Sequence Logo Analysis: Visualizes enriched amino acid motifs around significant phosphosites (up-regulated vs. down-regulated)

Phase 3 — Advanced

Protein-level abundance correction: Subtracts protein-level logFC from phosphosite logFC to isolate changes in phosphorylation stoichiometry (requires matched total proteome and phospho-enriched samples)
AI context: Phosphosite DE results and kinase activities are included in the Gemini chat context when phospho analysis is active

References & Methods

The phosphoproteomics module is grounded in the following literature:

Core Data Processing:

DIA-NN site-level reporting: DIA-NN 1.9+ natively produces site quantification matrices with localization confidence scores. github.com/vdemichev/DiaNN
Pham TV, Henneman AA, Truong NX, Jimenez CR (2024). "msproteomics sitereport: reporting DIA-MS phosphoproteomics experiments at site level with ease." Bioinformatics 40(7):btae432. doi:10.1093/bioinformatics/btae432
Bekker-Jensen DB et al. (2020). "Rapid and site-specific deep phosphoproteome profiling by data-independent acquisition without the need for spectral libraries." Nat Commun 11:787. doi:10.1038/s41467-020-14609-1
Muneer A et al. (2025). "Advancements in Global Phosphoproteomics Profiling: Overcoming Challenges in Sensitivity and Quantification." PROTEOMICS 2400087. doi:10.1002/pmic.202400087

Kinase Activity Inference:

Wiredja DD, Koyutürk M, Chance MR (2017). "The KSEA App: a web-based tool for kinase activity inference from quantitative phosphoproteomics." Bioinformatics 33(21):3489–3491. doi:10.1093/bioinformatics/btx687
Piersma SR et al. (2024). "Inferring kinase activity from phosphoproteomic data: Tool comparison and recent applications." Mass Spectrometry Reviews 43:552–571. doi:10.1002/mas.21808
Kim HJ et al. (2021). "PhosR enables processing and functional analysis of phosphoproteomic data." Cell Reports 34(8):108771. doi:10.1016/j.celrep.2021.108771

Motif & Sequence Visualization:

Wagih O (2017). "ggseqlogo: a versatile R package for drawing sequence logos." Bioinformatics 33(22):3645–3647. doi:10.1093/bioinformatics/btx469

DIA Phosphoproteomics Workflows:

Skowronek P et al. (2022). "Rapid and In-Depth Coverage of the (Phospho-)Proteome With Deep Libraries and Optimal Window Design for dia-PASEF." MCP 21(9):100277.
Kitata RB et al. (2021). "DIA-based global phosphoproteomics system using hybrid spectral libraries." Nat Commun 12:2539. doi:10.1038/s41467-021-22759-z
Roßmann K et al. (2024). "Data-Independent Acquisition: A Milestone and Prospect in Clinical Mass Spectrometry–Based Proteomics." MCP 23(7):100800. doi:10.1016/S1535-9476(24)00090-2

Normalization:

Protein-level abundance correction isolates phosphorylation stoichiometry from total protein changes (Piersma 2024; PhosR documentation).
Tail-based imputation follows the Perseus-style approach: downshifted normal distribution (mean − 1.8 SD, width 0.3 SD) for missing values assumed to be below detection limit (Tyanova et al. 2016).

🎓 Education & Resources

Click the "Education" tab to access embedded proteomics training materials without leaving the app.

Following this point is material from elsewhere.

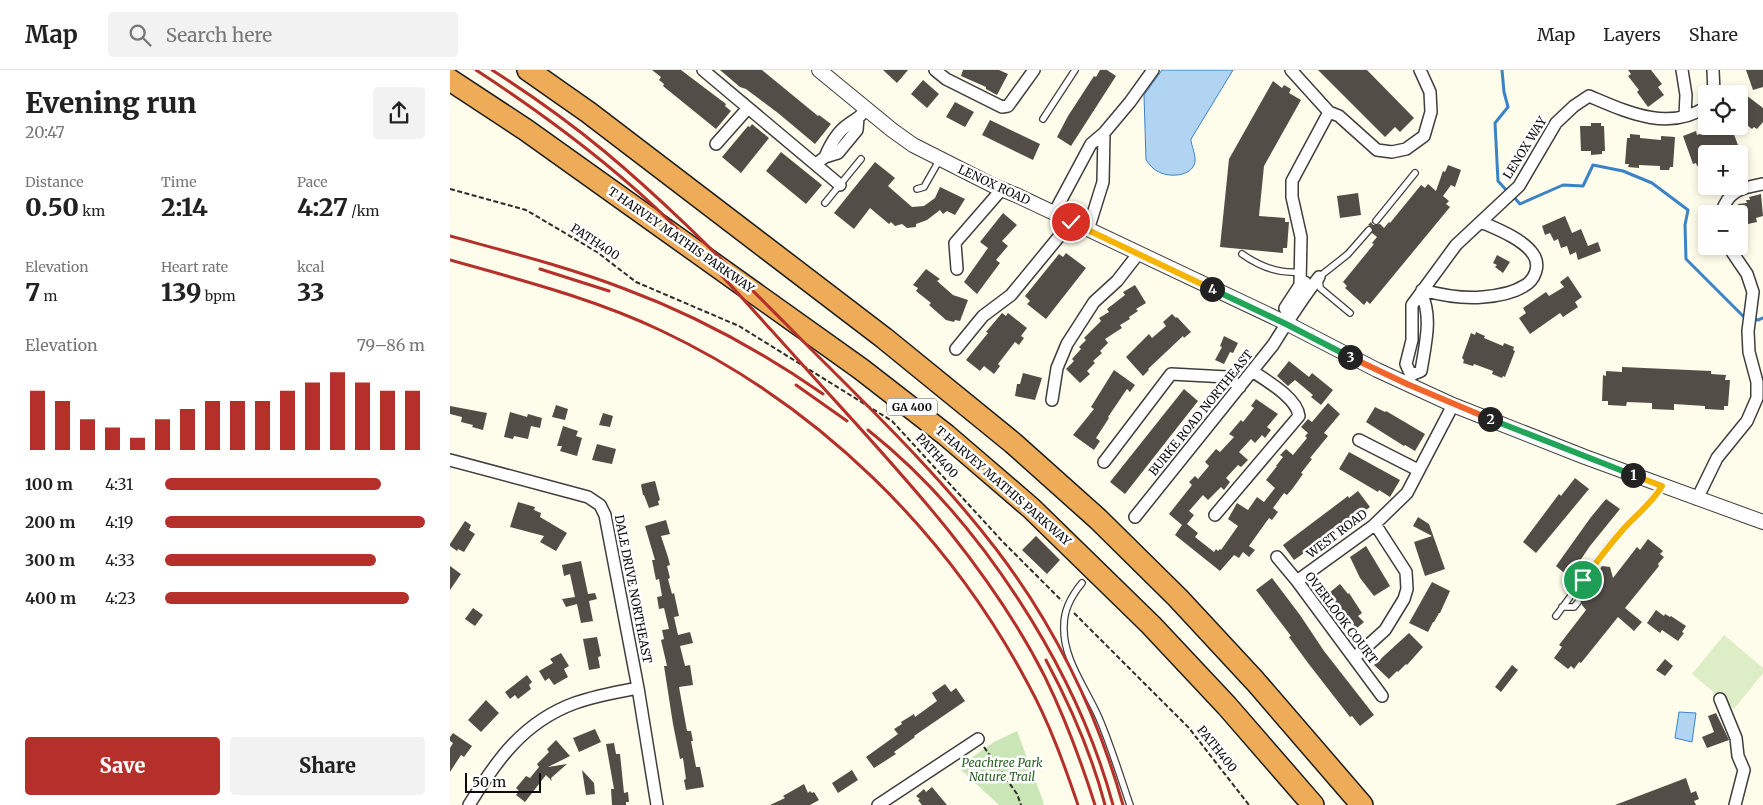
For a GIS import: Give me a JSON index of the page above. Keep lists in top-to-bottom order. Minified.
{"streets":{"highway":["T HARVEY MATHIS PARKWAY","GA 400"],"street":["LENOX WAY","LENOX ROAD","BURKE ROAD NORTHEAST","WEST ROAD","DALE DRIVE NORTHEAST","OVERLOOK COURT"],"path":["PATH400"]},"crossings":[["LENOX WAY","LENOX ROAD"],["LENOX ROAD","BURKE ROAD NORTHEAST"],["LENOX ROAD","WEST ROAD"],["WEST ROAD","OVERLOOK COURT"]],"parks":["Peachtree Park Nature Trail"],"scale_bar":"50 m","page":{"header":"Map","search":"Search here","nav":["Map","Layers","Share"],"heading":["Evening run","20:47"],"map_buttons":["+","−"],"stats":[["Distance","0.50 km"],["Time","2:14"],["Pace","4:27 /km"],["Elevation","7 m"],["Heart rate","139 bpm"],["kcal","33"]],"pins":["4","3","2","1"],"chart":["Elevation","79–86 m"],"list":[{"name":"100 m","note":"4:31"},{"name":"200 m","note":"4:19"},{"name":"300 m","note":"4:33"},{"name":"400 m","note":"4:23"}],"buttons":["Save","Share"],"scale":"50 m"}}
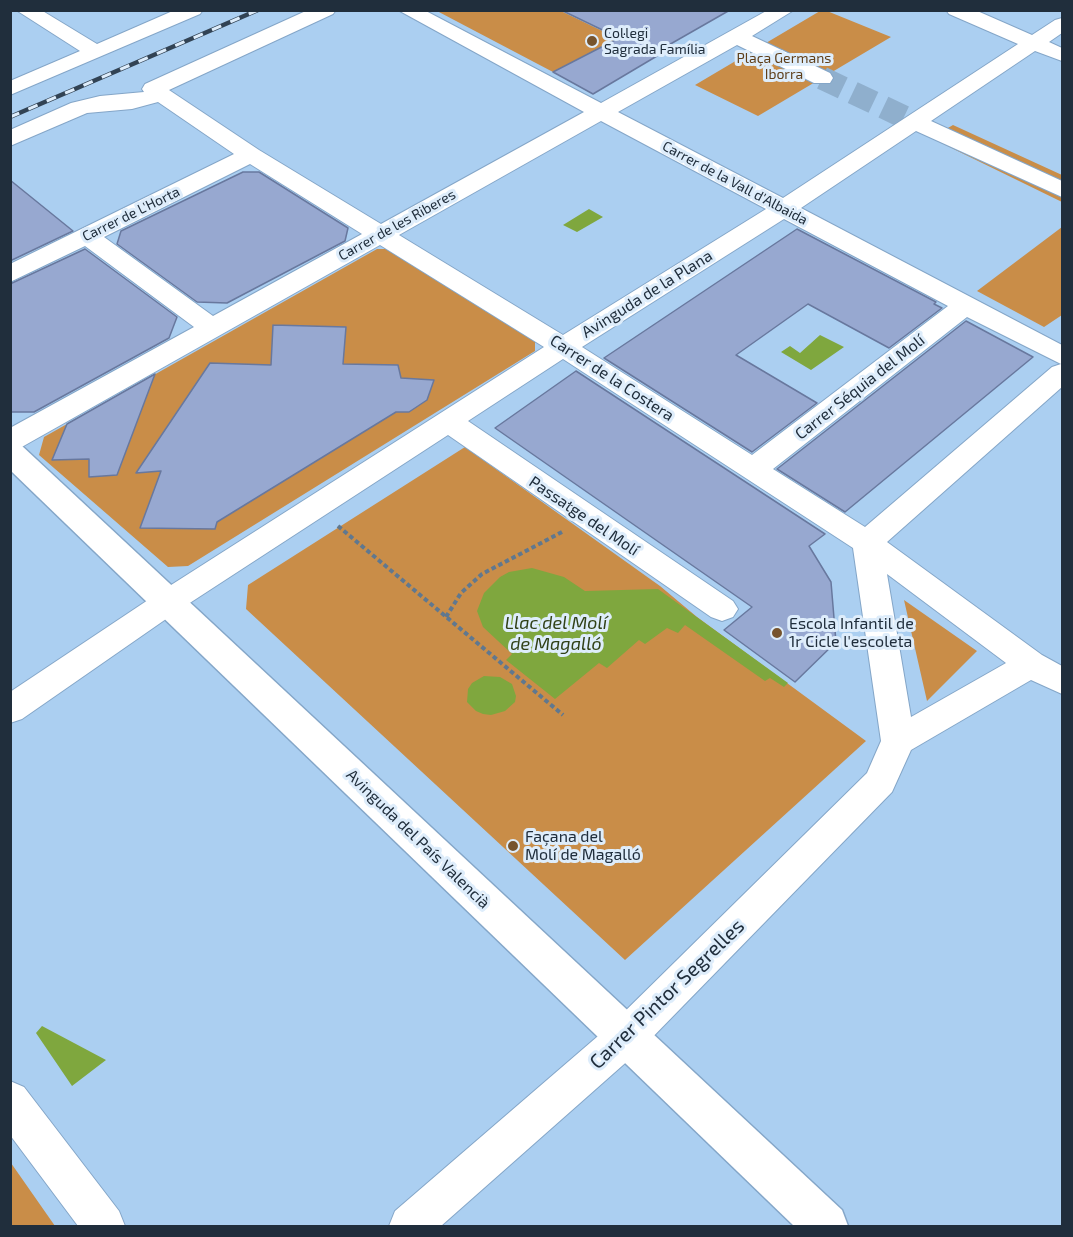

UC Davis Proteomics Videos: Latest YouTube content auto-updates dynamically
Hands-On Proteomics Short Course: Information about UC Davis summer training
Core Facility Resources: Direct links to proteomics.ucdavis.edu
Google NotebookLM: Explore the key citations behind DE-LIMP's methodology (limpa, limma, DIA-NN)
Proteomics News Blog: Stay updated with the latest in the field

ℹ️ About

Click the "About" tab in the navbar to view project information and community activity:

Version display: Shows the current app version, read from the VERSION file
Community stats cards: GitHub stars, forks, unique visitors (14-day window), and unique clones — updated daily by a GitHub Actions workflow
Trend sparklines: Interactive 14-day sparkline charts for unique visitors and unique clones, making adoption trends visible at a glance
GitHub Discussions feed: The 10 most recently updated discussions with title, category, author, comment count, and direct link — engage with the community without leaving the app
Quick links: One-click access to the GitHub repository, Hugging Face Space, documentation site, and GitHub Discussions
Freshness indicator: Shows when the stats were last updated

Community stats are collected by the track-stats.yml GitHub Actions workflow, which runs daily and saves data to stats/community_stats.json. Stats will appear after the first workflow run.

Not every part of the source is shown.